The most prominent structure inside the nucleus is the nucleolus, or “small nucleus,” which was first described in 1835 and later coined in 1838. By 1953, the ultrastructure of this membrane-less organelle was revealed by electron microscopy to be comprised of 3 parts: the dense fibrillar component (DFC), the fibrillar center (FC) and the granular component (GC) (for a historical review, see 1). Since 1962, the nucleolus has been known to be the site of ribosome biogenesis or the “factory of the ribosome,” as evidenced by isotope-tracing of rRNA synthesis and the absence of new rRNA synthesis in Xenopus mutant embryos lacking nucleoli.2 In the last 3 decades, the nucleolus has been shown to be the site of multiple new functions, including signal recognition particle assembly, small RNA modification, cell cycle control, and cell stress sensing.3,4 In addition, it is now known to act as an “incubator” for more than 20 different types of viruses, facilitating their replication and propagation.5,6 The emerging role of the nucleolus as a harbor of regulatory non-coding RNAs (ncRNAs) has also been illustrated by various studies. Works by Audas et al. have revealed that ncRNA transcribed from the nucleolar intergenic spacer capture and immobilize proteins containing a nucleolar detention sequence (NoDS) within the nucleolus in response to diverse stimuli.7 Moreover, recent findings show that more than 10 microRNAs (miRNAs), including miR-664, miR-24, and miR-21—as well as some target mRNAs—reside in the nucleolus, further expanding the number of known nucleolar functions.8-10
Within the last 20 y, Lamond and his colleagues have also identified >700 nucleolar proteins by powerful mass spectrometric tools. Among them, 20% to 32% are associated with ribosomal proteins and/or ribosome biogenesis; however, 32% are novel and uncharacterized.11,12 Taken together, these data reveal that the nucleolus is a multifunctional organelle, and that additional functions may be identified as the >200 novel resident proteins are further characterized.
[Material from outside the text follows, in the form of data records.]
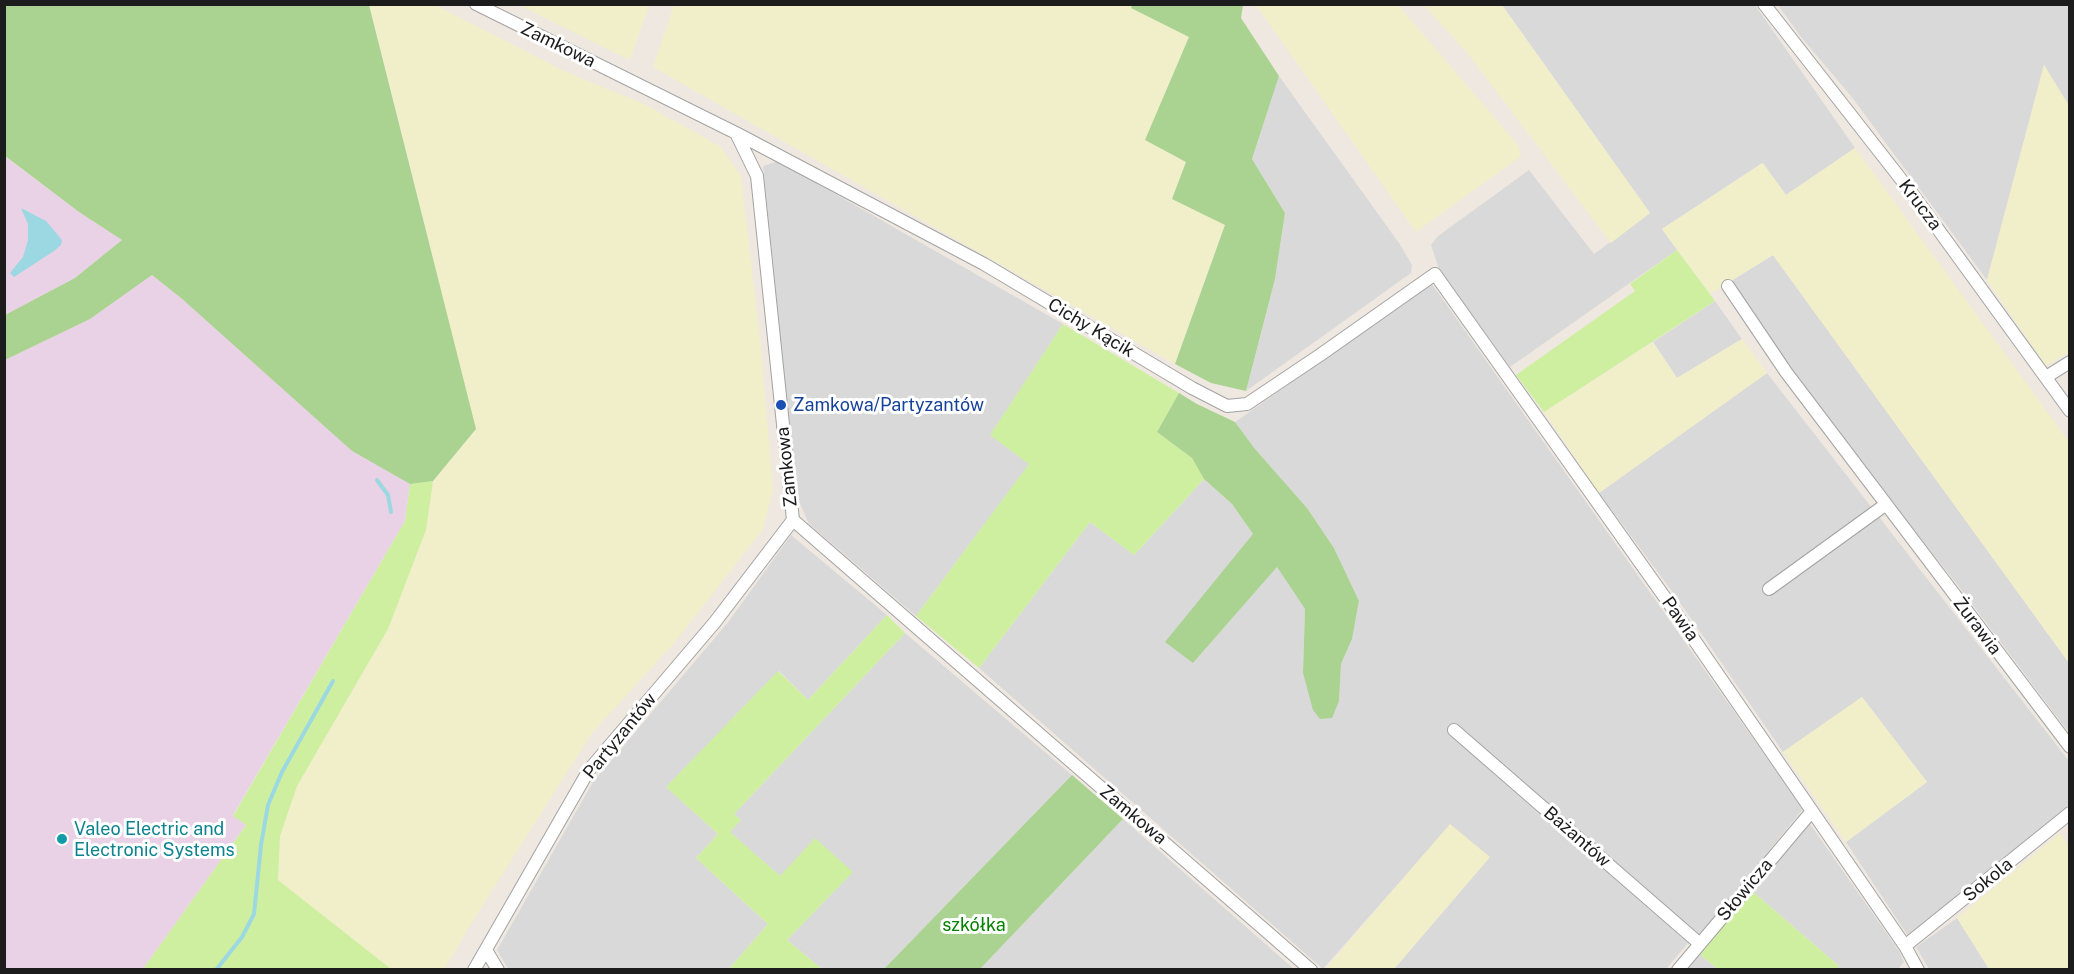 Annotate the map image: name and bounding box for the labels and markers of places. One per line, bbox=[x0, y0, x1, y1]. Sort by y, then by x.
place label: Zamkowa/Partyzantów bbox=[793, 394, 984, 416]
marker: Zamkowa/Partyzantów bbox=[774, 398, 788, 412]
place label: Valeo Electric and Electronic Systems bbox=[74, 818, 235, 860]
marker: Valeo Electric and Electronic Systems bbox=[55, 832, 69, 846] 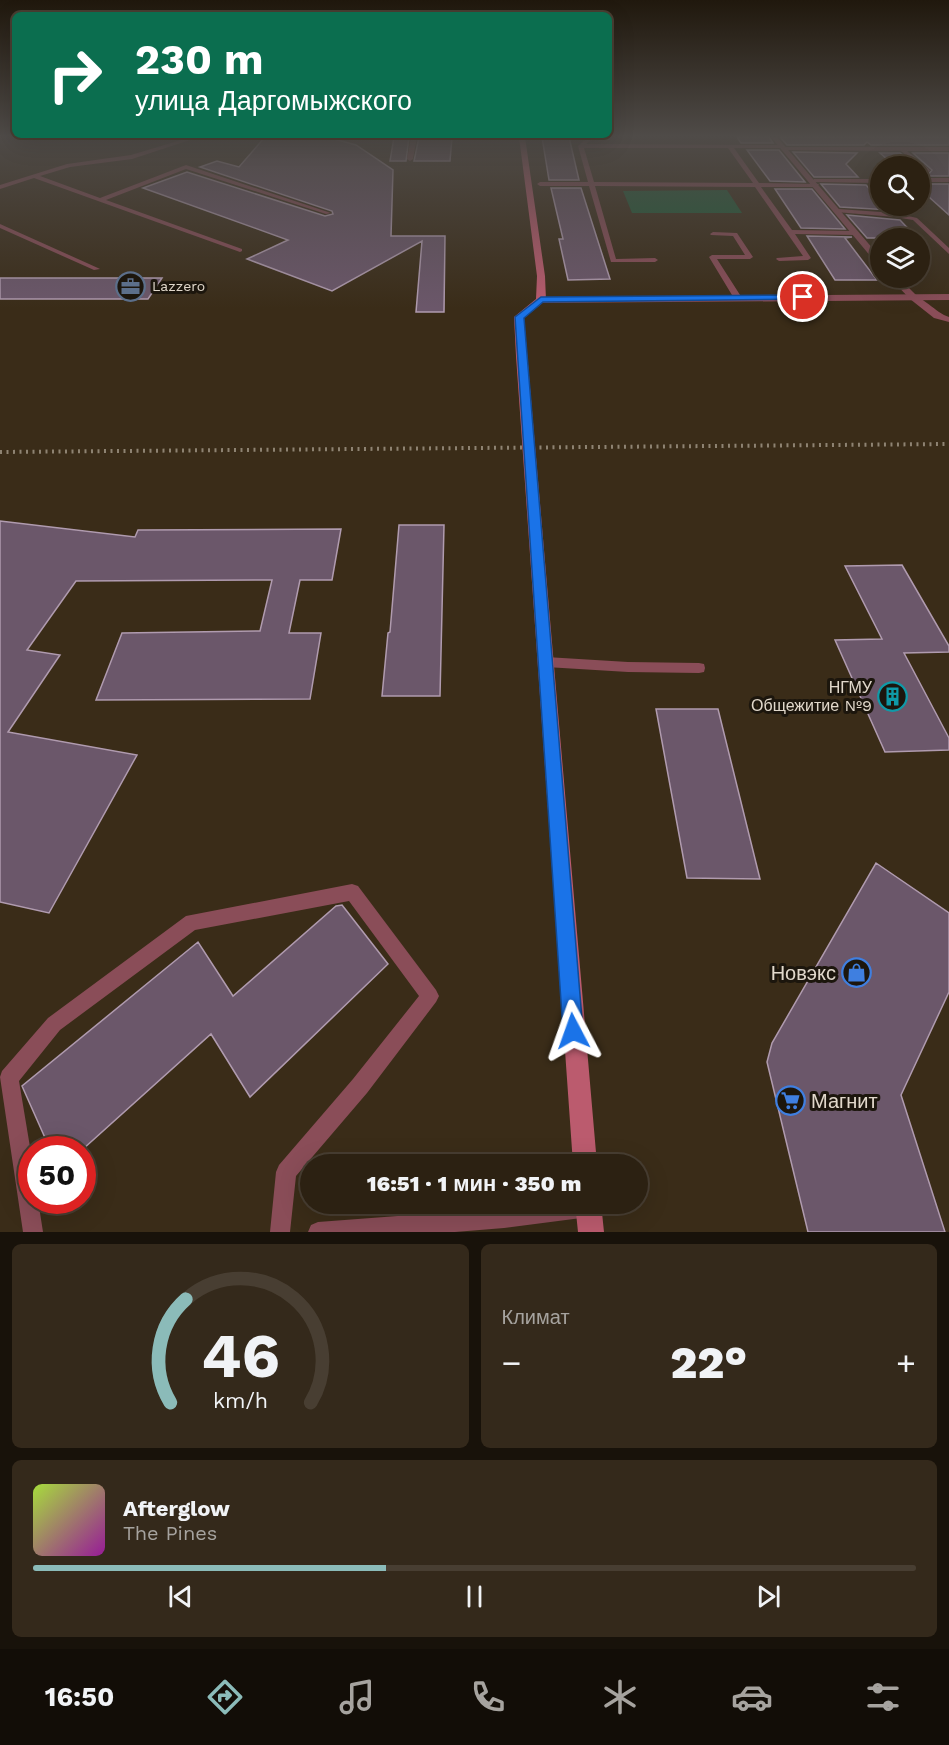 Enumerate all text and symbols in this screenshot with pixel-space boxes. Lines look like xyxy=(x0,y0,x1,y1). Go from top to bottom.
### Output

The nucleolus exhibits dynamic morphological changes when cells enter mitosis. A gradual disappearance of the nucleolus is observed in prophase, while nucleolus assembly (nucleologenesis) is seen at the beginning of telophase. The molecular control of nucleolus disassembly or assembly is associated with the inactivation or activation of rRNA transcription by Pol I, respectively. In this context, the Pol I transcriptional machinery and RNP processing complex are under the control of cell cycle checkpoint components CDK-1, cyclin B kinase, and PP1 phosphatases (for a review, see 13). During nucleolus disassembly, the nucleolar proteins for pre-RNA processing exit the DFC and GC prior to the cessation of rDNA transcription. By contrast, nucleologenesis entails several distinct steps. First, rRNA transcription is initiated in the rDNA cluster domains called nucleolar organizing regions (NOR) at the same time that early and late nucleolar processing proteins accumulate in the prenucleolar bodies (PNBs). Next, the PNBs are targeted to the NOR, the DFC and GC are assembled, and the PNBs become indistinguishable prior to the formation of a mature nucleolus.13
The mechanism by which the size and scale of organisms, cells, or organelles are controlled is a longstanding and fundamental question in biology. Numerous studies in different model systems have provided important pieces to this puzzle. In 1970, Miller and Gurdon demonstrated that the size of the nucleolus is smaller in Xenopus mutants carrying a haploid rDNA gene.14 Nucleolar size has also been reported to be influenced by the environment or nutrient availability. For example, the nucleolar size of liver cells is changed when rats are subjected to partial hepatoectomy or fed a methionine-free diet.15 Notably, most cancer cells share the feature of enlarged nucleoli. Abnormal nucleolar size and number can be used by pathologists as a cancer marker and to classify malignancy degree.16 Since enlarged nucleoli reflect increased ribosome biogenesis and nuclear DNA synthesis, cells with a larger nucleolus should have larger volumes of the nucleus and cytoplasm. Using the fission yeast model, 2 groups independently demonstrated that nuclear size is determined by the amount of cytoplasm, following a nucleus to cytoplasm (N/C) ratio.17,18 Neumann and Nurse further extended their study to determine a nucleolus to nucleus (No/N) ratio that governs the size of the nucleolus.18 This appears to be true in the case of human sensory ganglia neurons in which the sizes of nuclei and nucleoli increase with cell size.19
For both membrane-enclosed and membrane-less organelles, being proportional in size to the overall dimensions of the cell is called “organelle size scaling.”20 Chan and Marshall proposed the existence of size-sensing control mechanisms either involving direct measurements by sensor molecules or indirect functional readouts.21 Fibrillarin, a nucleolar methyltranferase conserved from archaea to eukaryotes,22 likely serves as one such molecular sensor for regulating nucleolar size.23 Brangwynne and his colleagues introduced the notion that membrane-less nuclear bodies, including the nucleolus, behave like “liquid-phase droplets” and that “phase separation” is a general mechanism for their assembly.24 By using fibrillarin-fused green fluorescence protein (FIB-1::GFP) as a reporter, they demonstrated that nucleolar assembly is controlled by a concentration-dependent phase transition in C. elegans embryos.25 In addition, they showed that rRNA transcription is important to create a thermodynamically favorable condition for the nucleation of nucleolar components at the NOR.26 The finding that fibrillarin can methylate histone H2A at the rDNA loci,27 thereby promoting Pol I transcriptional activity, is in line with the scenario that concentration of fibrillarin plays an important role in regulation of nucleolar activity and size.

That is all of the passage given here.